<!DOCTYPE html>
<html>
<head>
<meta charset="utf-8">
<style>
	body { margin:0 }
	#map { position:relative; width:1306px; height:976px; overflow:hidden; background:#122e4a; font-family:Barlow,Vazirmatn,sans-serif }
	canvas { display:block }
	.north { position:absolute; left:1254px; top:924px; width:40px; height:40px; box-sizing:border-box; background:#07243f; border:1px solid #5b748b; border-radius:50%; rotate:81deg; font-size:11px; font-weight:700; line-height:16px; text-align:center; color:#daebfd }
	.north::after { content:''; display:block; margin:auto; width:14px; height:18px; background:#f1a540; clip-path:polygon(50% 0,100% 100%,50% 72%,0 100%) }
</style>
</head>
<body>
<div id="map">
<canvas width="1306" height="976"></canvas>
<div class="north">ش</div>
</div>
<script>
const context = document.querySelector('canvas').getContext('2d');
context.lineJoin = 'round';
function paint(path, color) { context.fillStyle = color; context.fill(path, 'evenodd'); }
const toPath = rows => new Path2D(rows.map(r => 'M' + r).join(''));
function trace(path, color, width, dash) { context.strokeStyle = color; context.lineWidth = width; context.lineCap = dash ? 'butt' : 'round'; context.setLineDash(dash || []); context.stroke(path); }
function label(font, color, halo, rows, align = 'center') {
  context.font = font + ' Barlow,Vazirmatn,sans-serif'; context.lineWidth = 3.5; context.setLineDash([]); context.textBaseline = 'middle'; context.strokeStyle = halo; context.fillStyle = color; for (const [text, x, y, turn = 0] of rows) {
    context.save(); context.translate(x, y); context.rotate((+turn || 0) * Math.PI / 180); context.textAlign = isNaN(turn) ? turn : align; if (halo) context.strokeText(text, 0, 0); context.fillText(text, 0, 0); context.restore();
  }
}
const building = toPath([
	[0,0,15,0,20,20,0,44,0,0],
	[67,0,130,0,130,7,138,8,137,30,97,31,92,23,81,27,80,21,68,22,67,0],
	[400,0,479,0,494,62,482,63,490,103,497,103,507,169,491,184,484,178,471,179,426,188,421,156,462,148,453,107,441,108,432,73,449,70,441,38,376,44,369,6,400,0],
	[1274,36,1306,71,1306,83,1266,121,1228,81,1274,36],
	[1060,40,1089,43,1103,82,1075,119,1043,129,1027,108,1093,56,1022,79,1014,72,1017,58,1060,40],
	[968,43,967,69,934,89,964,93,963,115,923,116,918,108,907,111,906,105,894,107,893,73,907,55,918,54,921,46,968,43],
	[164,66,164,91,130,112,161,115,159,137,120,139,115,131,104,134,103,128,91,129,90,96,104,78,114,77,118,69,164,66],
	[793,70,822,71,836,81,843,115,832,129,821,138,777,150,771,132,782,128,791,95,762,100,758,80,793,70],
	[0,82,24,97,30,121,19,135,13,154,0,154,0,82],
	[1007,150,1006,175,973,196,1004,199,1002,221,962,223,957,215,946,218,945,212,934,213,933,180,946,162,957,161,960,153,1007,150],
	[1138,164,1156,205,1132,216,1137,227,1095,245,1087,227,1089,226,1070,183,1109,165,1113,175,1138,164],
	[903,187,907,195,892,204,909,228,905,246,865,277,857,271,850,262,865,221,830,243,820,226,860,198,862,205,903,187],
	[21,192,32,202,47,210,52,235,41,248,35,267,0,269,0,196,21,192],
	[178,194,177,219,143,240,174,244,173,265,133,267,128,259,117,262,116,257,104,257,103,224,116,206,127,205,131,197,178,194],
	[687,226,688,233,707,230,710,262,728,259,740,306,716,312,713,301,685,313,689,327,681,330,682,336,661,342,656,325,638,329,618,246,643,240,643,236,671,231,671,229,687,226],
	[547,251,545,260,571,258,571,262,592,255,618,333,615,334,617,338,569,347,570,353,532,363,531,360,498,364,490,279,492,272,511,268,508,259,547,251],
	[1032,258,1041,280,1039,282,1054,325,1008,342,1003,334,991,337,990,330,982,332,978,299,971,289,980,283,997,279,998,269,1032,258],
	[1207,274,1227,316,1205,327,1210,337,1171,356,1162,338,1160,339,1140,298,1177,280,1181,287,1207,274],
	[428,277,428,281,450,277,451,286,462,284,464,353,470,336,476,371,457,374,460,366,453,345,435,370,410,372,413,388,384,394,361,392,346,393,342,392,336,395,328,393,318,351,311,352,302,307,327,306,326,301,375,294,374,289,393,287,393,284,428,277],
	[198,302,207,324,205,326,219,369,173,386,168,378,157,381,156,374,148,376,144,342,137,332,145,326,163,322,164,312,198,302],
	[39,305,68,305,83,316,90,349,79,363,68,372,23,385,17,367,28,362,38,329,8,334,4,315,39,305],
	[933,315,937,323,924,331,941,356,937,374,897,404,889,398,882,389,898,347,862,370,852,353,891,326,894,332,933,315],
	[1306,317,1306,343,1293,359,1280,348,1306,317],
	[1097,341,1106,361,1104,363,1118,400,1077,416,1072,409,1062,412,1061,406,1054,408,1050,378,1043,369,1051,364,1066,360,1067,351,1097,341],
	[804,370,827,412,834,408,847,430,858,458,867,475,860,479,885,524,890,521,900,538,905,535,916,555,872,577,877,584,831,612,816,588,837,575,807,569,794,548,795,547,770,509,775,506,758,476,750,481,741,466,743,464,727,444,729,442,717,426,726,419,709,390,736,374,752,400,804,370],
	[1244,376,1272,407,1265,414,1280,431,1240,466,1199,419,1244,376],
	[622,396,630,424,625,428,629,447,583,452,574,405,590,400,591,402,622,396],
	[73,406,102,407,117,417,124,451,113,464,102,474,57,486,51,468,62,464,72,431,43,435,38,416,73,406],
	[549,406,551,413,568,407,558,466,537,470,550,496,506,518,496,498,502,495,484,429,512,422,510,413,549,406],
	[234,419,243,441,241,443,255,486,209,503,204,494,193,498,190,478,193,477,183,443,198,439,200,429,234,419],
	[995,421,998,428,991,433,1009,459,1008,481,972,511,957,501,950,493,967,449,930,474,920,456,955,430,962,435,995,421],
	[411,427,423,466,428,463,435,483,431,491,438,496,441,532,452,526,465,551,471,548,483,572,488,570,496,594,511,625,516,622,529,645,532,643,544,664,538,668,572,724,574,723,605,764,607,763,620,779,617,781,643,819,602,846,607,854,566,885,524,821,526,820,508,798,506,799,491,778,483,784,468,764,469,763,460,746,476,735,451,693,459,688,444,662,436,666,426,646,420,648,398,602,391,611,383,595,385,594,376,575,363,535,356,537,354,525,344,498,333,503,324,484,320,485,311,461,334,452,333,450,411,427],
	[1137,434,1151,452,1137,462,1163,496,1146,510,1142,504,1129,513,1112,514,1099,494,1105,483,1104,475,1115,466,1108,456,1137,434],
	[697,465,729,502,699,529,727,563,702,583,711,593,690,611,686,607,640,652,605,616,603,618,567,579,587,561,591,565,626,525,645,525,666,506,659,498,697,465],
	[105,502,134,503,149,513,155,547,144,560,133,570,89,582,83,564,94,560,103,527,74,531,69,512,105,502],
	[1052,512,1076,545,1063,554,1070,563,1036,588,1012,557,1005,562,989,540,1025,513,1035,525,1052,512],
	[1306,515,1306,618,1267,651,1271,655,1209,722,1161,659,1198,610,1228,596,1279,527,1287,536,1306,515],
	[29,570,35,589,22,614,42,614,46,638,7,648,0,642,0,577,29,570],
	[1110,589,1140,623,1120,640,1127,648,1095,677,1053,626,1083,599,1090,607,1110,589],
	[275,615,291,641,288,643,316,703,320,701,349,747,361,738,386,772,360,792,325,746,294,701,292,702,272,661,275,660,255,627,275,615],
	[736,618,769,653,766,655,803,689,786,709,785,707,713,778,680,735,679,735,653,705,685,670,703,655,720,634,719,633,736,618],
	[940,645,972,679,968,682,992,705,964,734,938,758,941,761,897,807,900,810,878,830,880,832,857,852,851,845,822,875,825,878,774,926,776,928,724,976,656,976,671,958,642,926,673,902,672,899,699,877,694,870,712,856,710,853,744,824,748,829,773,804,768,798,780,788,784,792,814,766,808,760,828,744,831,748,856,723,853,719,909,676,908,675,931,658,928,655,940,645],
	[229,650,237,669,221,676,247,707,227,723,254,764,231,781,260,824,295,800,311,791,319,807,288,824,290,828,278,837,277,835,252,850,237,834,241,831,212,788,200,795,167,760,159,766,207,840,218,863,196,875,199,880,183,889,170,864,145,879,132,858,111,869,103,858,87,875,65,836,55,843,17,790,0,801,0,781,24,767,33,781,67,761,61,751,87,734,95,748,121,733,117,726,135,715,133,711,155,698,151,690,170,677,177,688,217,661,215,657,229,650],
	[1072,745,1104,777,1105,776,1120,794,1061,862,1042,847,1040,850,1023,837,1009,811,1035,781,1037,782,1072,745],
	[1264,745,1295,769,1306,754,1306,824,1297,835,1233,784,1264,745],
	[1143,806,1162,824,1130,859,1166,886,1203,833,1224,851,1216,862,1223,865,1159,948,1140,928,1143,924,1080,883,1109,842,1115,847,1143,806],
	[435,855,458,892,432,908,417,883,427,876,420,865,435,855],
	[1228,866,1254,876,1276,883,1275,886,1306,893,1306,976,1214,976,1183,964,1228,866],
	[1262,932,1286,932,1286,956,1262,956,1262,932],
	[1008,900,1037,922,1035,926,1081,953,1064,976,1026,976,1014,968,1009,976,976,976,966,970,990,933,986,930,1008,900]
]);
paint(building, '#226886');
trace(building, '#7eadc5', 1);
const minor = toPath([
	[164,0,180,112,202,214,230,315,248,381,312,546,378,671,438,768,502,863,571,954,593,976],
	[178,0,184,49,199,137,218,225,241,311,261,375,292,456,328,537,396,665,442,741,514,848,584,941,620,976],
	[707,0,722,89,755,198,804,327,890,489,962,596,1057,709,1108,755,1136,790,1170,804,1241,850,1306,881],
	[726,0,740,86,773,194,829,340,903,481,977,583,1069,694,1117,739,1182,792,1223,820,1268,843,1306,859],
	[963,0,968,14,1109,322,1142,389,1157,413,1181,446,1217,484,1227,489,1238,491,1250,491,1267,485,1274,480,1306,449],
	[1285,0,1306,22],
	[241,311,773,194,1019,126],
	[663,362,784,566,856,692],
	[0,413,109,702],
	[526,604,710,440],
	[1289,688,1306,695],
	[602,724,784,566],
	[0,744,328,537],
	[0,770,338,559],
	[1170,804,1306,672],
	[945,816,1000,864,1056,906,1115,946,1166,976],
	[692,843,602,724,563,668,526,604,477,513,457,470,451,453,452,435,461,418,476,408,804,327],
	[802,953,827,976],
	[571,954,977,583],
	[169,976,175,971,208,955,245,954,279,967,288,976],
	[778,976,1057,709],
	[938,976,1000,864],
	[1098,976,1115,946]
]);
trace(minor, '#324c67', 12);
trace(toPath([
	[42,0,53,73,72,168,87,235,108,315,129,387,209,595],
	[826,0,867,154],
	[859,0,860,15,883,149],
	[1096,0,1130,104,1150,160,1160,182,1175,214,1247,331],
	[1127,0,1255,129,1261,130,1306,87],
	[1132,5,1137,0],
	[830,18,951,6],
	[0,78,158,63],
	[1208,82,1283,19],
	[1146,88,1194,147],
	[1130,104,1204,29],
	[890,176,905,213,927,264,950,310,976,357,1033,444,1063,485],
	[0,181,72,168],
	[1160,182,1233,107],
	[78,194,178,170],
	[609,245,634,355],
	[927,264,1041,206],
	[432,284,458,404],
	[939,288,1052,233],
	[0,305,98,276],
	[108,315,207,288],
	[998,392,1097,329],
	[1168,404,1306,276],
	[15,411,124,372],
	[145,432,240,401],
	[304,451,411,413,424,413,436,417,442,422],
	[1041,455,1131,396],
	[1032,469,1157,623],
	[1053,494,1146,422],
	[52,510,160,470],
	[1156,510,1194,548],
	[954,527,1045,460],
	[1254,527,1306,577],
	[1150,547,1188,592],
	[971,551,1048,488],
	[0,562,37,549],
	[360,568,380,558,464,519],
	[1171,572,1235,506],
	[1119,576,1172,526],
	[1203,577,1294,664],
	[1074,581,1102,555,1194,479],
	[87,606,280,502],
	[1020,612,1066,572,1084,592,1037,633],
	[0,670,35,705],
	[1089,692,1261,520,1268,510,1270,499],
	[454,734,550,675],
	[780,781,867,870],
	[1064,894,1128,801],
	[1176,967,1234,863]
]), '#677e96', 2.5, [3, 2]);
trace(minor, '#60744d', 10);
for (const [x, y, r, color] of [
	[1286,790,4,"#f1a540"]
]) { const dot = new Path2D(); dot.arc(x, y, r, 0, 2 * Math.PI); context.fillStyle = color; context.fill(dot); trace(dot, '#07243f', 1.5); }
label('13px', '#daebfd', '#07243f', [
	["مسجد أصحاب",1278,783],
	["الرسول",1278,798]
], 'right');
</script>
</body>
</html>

Task prompt
Go through the material above, and wherever a line contains the string "strokeStyle", return it.

Your solution
function trace(path, color, width, dash) { context.strokeStyle = color; context.lineWidth = width; context.lineCap = dash ? 'butt' : 'round'; context.setLineDash(dash || []); context.stroke(path); }
  context.font = font + ' Barlow,Vazirmatn,sans-serif'; context.lineWidth = 3.5; context.setLineDash([]); context.textBaseline = 'middle'; context.strokeStyle = halo; context.fillStyle = color; for (const [text, x, y, turn = 0] of rows) {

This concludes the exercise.